## 11 June 2017

### Triathlon math part 2: What are realistic event speeds?

In my last post, I looked at triathlon events from purely a mathematical point of view, and asked the question: "Given how long each event is, which event helps your time the most if you decide to push the pace?" If you assume that you can swim as fast as you can bike, then our initial guess that the bike leg is the most important holds up, because the bike leg is so much longer.

That conclusion breaks down if you break that assumption! There are regions on the correlation matrices I plotted last time where the gain in time is very similar for different events. Which regions are physically realistic? Can I really improve my swimming speed from 1 km/hr to 30 km/hr? Is it worth it to sacrifice 3 km/hr on the bike in order to gain 2 km/hr on the run? The answer might really depend on which speed you're starting from and which speed you're going to for each event.

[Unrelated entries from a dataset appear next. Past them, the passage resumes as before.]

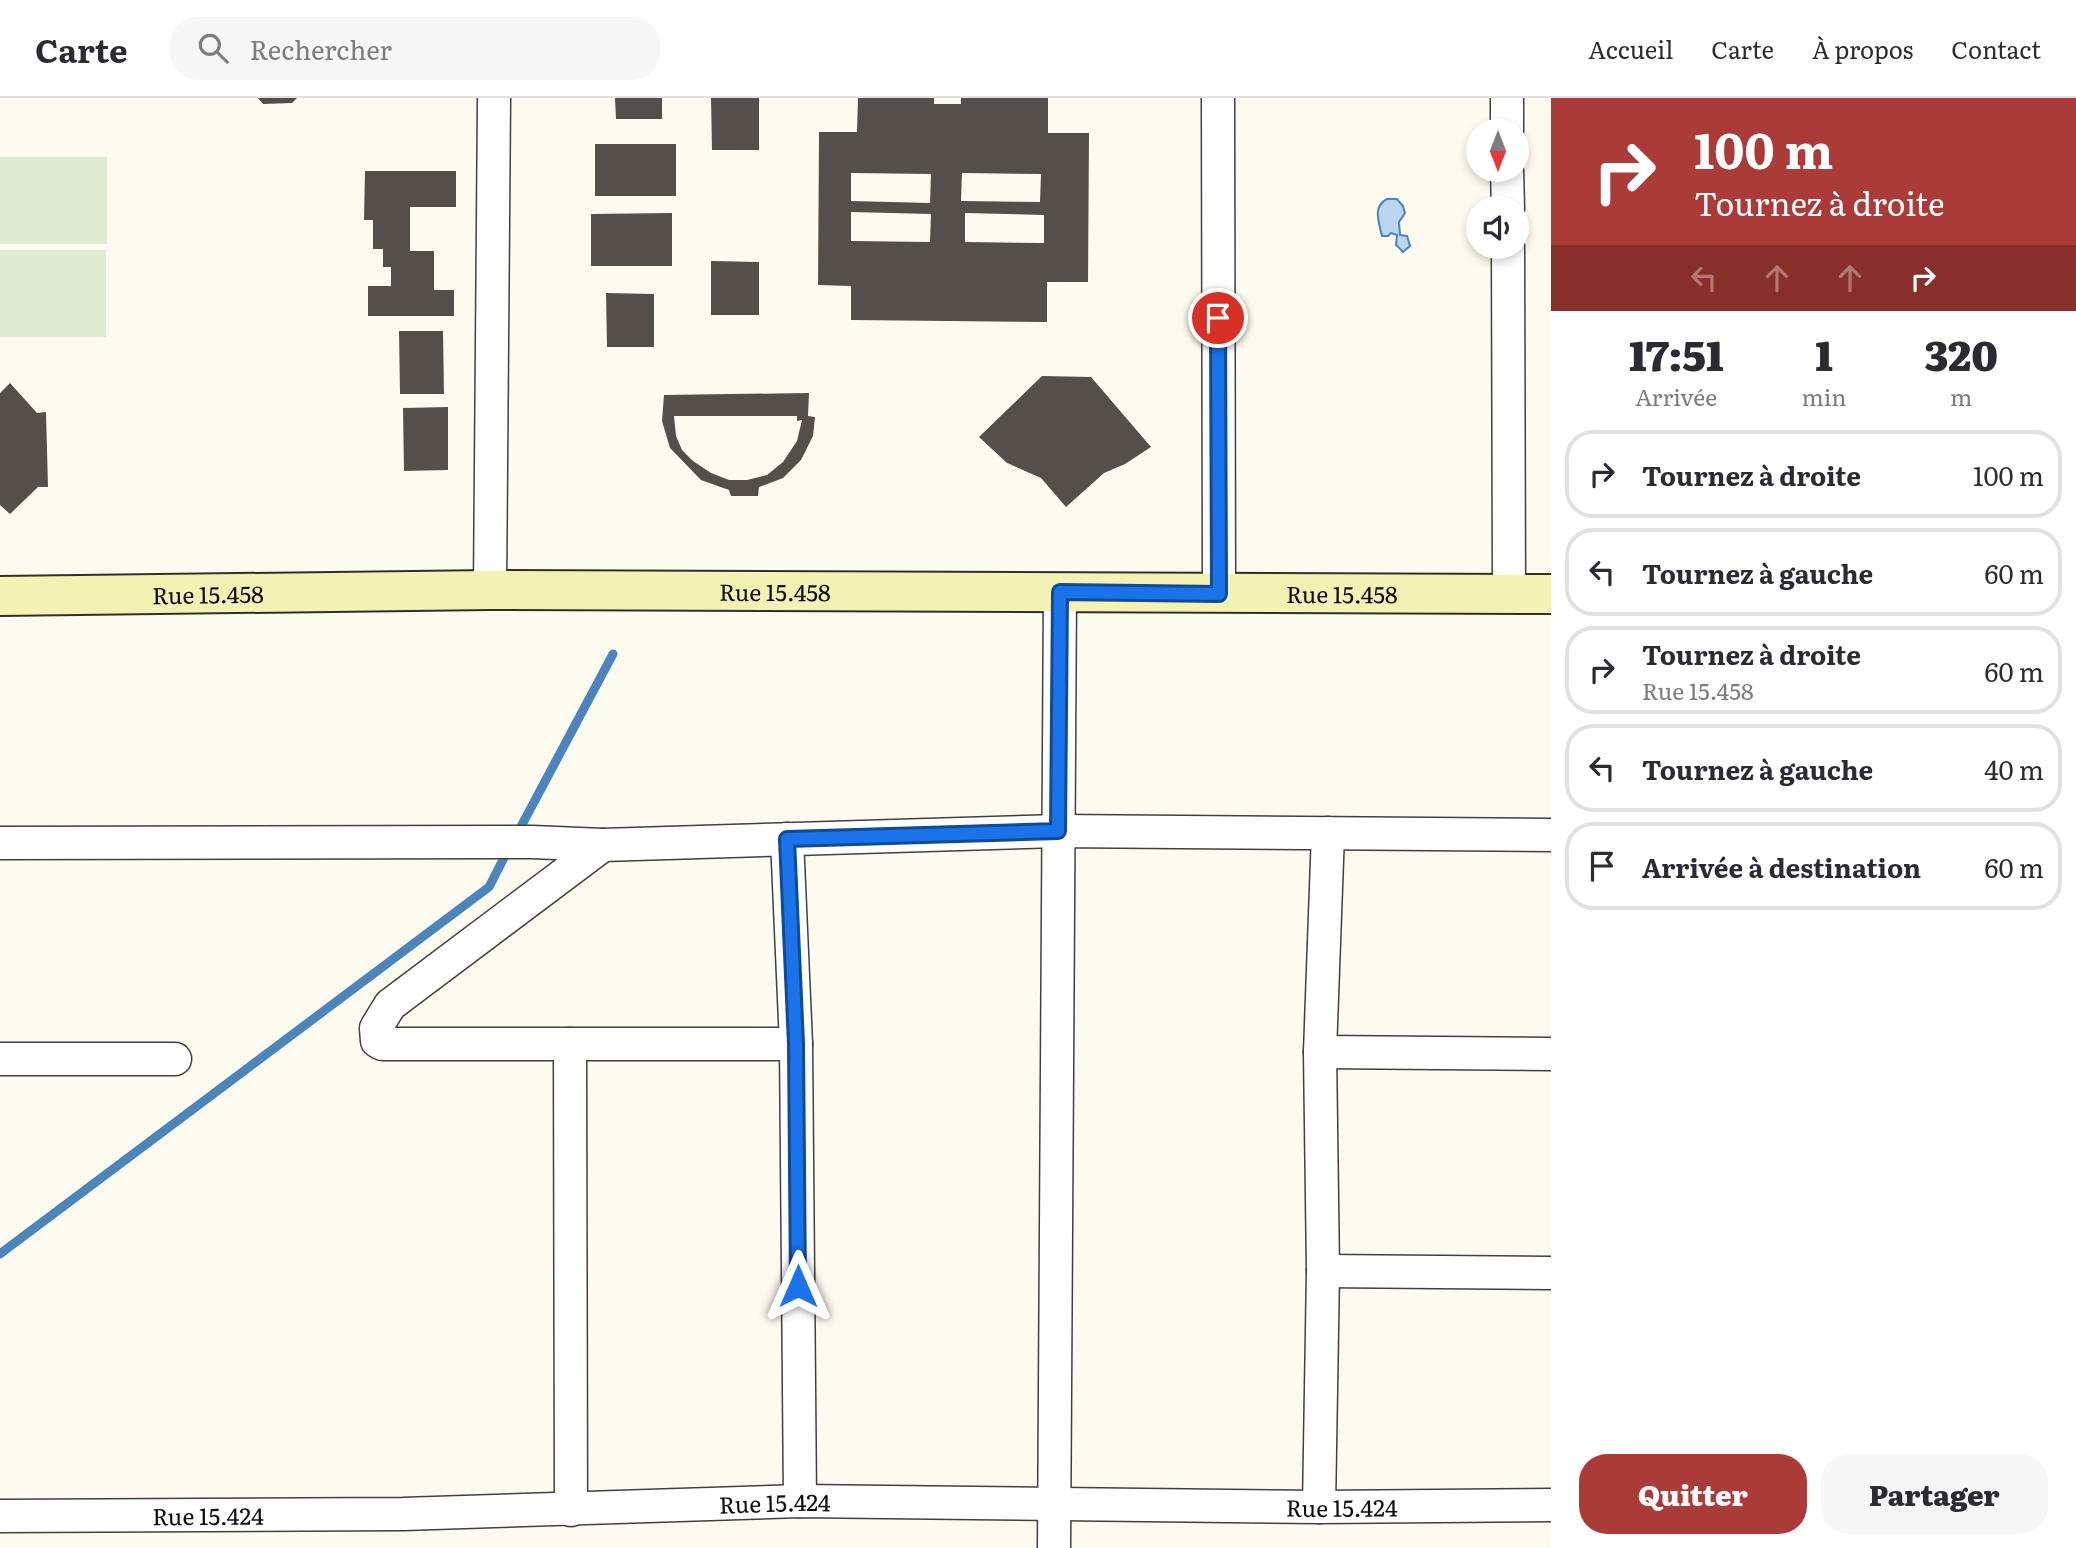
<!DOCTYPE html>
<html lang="fr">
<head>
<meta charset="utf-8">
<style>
  :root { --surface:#fff; --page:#f7f7f7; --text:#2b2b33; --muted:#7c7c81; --line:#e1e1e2; --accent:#ab3b38 }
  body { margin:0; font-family:Literata,serif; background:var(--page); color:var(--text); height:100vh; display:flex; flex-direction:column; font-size:26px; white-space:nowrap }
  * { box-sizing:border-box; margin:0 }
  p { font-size:23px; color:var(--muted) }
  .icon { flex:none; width:38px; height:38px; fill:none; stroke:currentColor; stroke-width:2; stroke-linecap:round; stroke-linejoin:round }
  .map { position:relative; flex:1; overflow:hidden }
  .panel { display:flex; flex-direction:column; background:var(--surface); width:525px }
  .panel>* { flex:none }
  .banner { background:#ab3b38; color:#fff; overflow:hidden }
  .needle { width:46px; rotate:180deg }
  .buttons { position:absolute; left:1466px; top:21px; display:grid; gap:14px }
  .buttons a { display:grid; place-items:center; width:63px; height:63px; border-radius:50%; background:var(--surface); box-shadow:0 4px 10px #0003; font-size:35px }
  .pin { position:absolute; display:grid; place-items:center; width:60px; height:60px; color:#fff; margin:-30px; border:4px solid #fff; border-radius:50%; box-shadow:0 2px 7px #0007 }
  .me { position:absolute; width:77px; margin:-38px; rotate:0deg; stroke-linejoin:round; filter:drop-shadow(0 0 5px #0008) }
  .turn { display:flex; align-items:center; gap:24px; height:147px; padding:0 28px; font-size:32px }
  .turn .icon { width:91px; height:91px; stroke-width:2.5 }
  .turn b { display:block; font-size:49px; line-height:60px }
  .lanes { display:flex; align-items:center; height:66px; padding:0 28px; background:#0003; justify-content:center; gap:35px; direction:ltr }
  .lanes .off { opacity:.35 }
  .eta { display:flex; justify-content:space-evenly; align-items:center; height:119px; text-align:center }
  .eta b { font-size:42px; font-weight:800; line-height:49px }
  .button { display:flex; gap:14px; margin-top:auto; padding:14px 28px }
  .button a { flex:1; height:80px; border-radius:28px; background:var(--accent); color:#fff; font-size:28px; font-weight:800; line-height:80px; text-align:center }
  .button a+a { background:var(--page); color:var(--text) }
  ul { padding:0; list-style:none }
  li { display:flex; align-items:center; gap:21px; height:88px; margin:0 14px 10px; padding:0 14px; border:4px solid var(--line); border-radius:28px }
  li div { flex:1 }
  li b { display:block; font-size:26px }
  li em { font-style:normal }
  header { display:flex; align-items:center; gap:42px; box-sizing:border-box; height:98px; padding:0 35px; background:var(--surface); border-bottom:2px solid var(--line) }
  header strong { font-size:33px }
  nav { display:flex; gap:38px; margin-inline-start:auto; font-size:24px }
  .search { width:490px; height:63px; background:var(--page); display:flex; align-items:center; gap:18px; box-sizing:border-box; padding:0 24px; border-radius:28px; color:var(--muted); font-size:26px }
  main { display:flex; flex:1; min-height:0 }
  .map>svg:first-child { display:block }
  .pitch { fill:#dfebce }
  .water { fill:#bad6ee; stroke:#4b85bb; stroke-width:2 }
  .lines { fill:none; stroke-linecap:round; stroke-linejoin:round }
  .stream { stroke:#4b85bb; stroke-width:9 }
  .building { fill:#544f4b; fill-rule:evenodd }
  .minor-casing { stroke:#404040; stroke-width:35 }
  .secondary-casing { stroke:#2f2f2f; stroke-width:42 }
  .minor { stroke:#fff; stroke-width:32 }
  .secondary { stroke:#f4f2b3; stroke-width:38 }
  .route-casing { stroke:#114b97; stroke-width:18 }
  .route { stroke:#1a73e8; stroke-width:12 }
  .labels { text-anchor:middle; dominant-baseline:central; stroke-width:7; stroke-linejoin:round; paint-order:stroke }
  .street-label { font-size:23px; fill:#0d0d0d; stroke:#fff }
</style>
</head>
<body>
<header>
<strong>Carte</strong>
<div class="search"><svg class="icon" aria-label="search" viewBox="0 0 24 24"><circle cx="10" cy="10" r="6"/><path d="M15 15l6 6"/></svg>Rechercher</div>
<nav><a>Accueil</a><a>Carte</a><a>À propos</a><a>Contact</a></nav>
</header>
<main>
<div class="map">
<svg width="1551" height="1450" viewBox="0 0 1551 1450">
  <rect width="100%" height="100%" fill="#fdfbef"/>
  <path class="pitch" d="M0 59H107V146H0Z
    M0 152H106V239H0Z"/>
  <path class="water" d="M1387 101H1397L1403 108 1405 115 1399 124 1400 137 1407 138 1410 148 1403 154 1396 147 1397 137 1391 135 1388 138H1382C1379 124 1372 109 1387 101Z"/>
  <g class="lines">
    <path class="stream" d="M517 736 613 556
      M0 1156 489 789 508 752"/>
  </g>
  <path class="building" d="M258 0H297L292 5 263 6Z
    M615 0H662V21H616Z
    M711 0H759V52H712Z
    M858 0H934V6H961V0H1048V35H1089L1088 184H1047V224L851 222V188L818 187 819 34H857ZM851 75 931 76 930 105 851 103ZM962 75 1041 76 1040 104 961 103ZM851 114 931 116 930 144 851 143ZM965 115 1044 117V145L965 144Z
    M595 46H676V98H595Z
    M365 73H456V109H410V153H434V192H454V218H368V188H391V169H383V151H373V122H364Z
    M672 115V168H591V116Z
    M711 163 759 164V217H711Z
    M606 195 654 196V249H607Z
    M399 233H443L444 296H400Z
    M1042 278 1091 279 1151 349 1125 366 1104 375 1066 409 1041 380 1007 365 979 339Z
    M10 285 37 315 46 314 48 389H38L10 416 0 407V295Z
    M809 295 808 318 815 319 813 338 801 362 783 380 759 389 758 398H731L729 392 701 382 670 350 662 323 664 297ZM674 318H797V323L802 322 797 343 783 364 767 377 747 382H729L711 375 693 363 682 352 676 338Z
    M448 309V372L404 373 403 310Z"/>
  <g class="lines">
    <g class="minor-casing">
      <g id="minor">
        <path d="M1218 0 1219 496"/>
        <path d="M1507 0V33"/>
        <path d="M1507 72 1508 110"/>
        <path d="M1508 149 1509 496"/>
        <path d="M490 492 494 0"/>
        <path d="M787 741 796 946 800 1403"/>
        <path d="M0 745 532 744 603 747 1058 733 1551 737"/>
        <path d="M603 747 390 907 376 930 377 943 382 946H796"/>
        <path d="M570 946 571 1412"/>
        <path d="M1320 954 1551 956"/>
        <path d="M0 961H175"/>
        <path d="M1323 1173 1551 1175"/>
        <path d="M1319 1409 1323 1173 1320 954 1328 735"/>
        <path id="s1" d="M0 1418 403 1416 800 1403 1319 1409 1551 1407"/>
        <path d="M1054 1450 1060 494"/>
      </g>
    </g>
    <g class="secondary-casing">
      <g id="secondary">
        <path id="s2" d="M0 498 490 492 1551 496"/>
      </g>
    </g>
    <use href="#minor" class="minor"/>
    <use href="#secondary" class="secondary"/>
  </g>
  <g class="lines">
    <g class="route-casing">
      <path id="route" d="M798 1188 796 946 787 741 1058 733 1060 494 1219 496 1218 220"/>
    </g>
    <use href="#route" class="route"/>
  </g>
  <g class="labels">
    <g class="street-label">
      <text stroke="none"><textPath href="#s2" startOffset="775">Rue 15.458</textPath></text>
      <text stroke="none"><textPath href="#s2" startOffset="208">Rue 15.458</textPath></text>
      <text stroke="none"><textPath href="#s2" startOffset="1342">Rue 15.458</textPath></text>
      <text stroke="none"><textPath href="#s1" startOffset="775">Rue 15.424</textPath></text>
      <text stroke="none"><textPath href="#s1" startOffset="1342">Rue 15.424</textPath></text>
      <text stroke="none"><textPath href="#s1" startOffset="208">Rue 15.424</textPath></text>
    </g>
  </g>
</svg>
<div class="buttons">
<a><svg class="needle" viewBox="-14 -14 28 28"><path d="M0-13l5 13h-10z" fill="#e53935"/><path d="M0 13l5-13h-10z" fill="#7c7c81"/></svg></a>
<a><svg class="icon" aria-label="sound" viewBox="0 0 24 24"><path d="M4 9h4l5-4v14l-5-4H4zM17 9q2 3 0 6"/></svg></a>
</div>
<div class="pin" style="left:1218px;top:220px;background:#d93025"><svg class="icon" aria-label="arrive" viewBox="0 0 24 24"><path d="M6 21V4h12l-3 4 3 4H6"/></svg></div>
<svg class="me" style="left:798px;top:1188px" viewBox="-20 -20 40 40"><path d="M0-17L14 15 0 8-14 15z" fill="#1a73e8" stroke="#fff" stroke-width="4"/></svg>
</div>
<section class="panel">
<div class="banner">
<div class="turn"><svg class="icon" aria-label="right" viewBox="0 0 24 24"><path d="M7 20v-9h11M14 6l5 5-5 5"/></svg><div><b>100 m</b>Tournez à droite</div></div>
<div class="lanes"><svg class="icon off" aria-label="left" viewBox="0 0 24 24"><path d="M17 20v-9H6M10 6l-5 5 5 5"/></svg><svg class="icon off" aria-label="ahead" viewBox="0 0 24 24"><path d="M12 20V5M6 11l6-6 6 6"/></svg><svg class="icon off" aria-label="ahead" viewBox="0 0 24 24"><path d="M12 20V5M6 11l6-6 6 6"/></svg><svg class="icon" aria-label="right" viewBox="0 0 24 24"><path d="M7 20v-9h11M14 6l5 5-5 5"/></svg></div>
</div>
<div class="eta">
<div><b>17:51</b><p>Arrivée</p></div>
<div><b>1</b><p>min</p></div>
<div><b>320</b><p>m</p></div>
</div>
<ul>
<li><svg class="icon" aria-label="right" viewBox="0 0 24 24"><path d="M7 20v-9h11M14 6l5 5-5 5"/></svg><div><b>Tournez à droite</b></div><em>100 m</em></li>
<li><svg class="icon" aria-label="left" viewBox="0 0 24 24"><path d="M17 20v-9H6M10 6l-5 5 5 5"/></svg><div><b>Tournez à gauche</b></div><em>60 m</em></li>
<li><svg class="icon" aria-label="right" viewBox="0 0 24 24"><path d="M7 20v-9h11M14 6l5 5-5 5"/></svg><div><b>Tournez à droite</b><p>Rue 15.458</p></div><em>60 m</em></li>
<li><svg class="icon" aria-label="left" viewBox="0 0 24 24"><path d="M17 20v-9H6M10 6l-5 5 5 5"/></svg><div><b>Tournez à gauche</b></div><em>40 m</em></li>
<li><svg class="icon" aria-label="arrive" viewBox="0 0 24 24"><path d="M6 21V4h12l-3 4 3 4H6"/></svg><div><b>Arrivée à destination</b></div><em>60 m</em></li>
</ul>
<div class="button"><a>Quitter</a><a>Partager</a></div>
</section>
</main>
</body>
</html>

To get a more grounded idea of the relevant speeds, I downloaded the data from all 429 competitors in the Overall category for our race so we can see how actual athletes perform (data available here - my team was in the relay category so it doesn't include us).

When you look at how the overall triathlon finishing times are distributed, the first thing that pops out is that the top finishers are closer to the pack than the long tail of slower athletes:
but if you look at everyone's average speed, it's much more evenly distributed:

These two plots are consistent with each other, since the separation between two competitors increases the longer they are out on the course. If one athlete has speed $$v$$, and the other has a speed that is a fraction $$f$$ of $$v$$ (i.e. $$f \times v$$, then the difference in time between them at the end of the course (distance $$d$$) is
$\Delta T = \frac{d}{v} \left(1 - \frac{1}{f}\right)$

- so it's not a linear relationship.

When you look at how the times for each event are distributed, there's a significant overlap between events in how long it takes - the fastest runners finish their 5k faster than a significant chunk of the swimmers (myself included)!

Considering the amount of overlap above, I was surprised by how neatly the events separate themselves out in terms of speed. Each event occupies a pretty well-defined space all by itself:
I think that comparing these two plots can clarify the answers we're seeking. The Speed histograms are all fairly symmetric and almost Normal - suggesting that the athletes are pulled randomly out of a population with some average value. On the other hand, the Time histograms all have right tails - especially the run and the bike. What this tells me is that if you're out in the tail of the run or bike time histograms, there is some other athlete very close to you in terms of fitness (read: there's hope!) who is running or biking just a little bit faster and getting a much bigger time benefit.

Next up (probably): focusing in on the space these speeds occupy on the correlation matrices from last time.

Edit: I updated the speed histograms with a fit to a Gaussian. The agreement looks pretty good!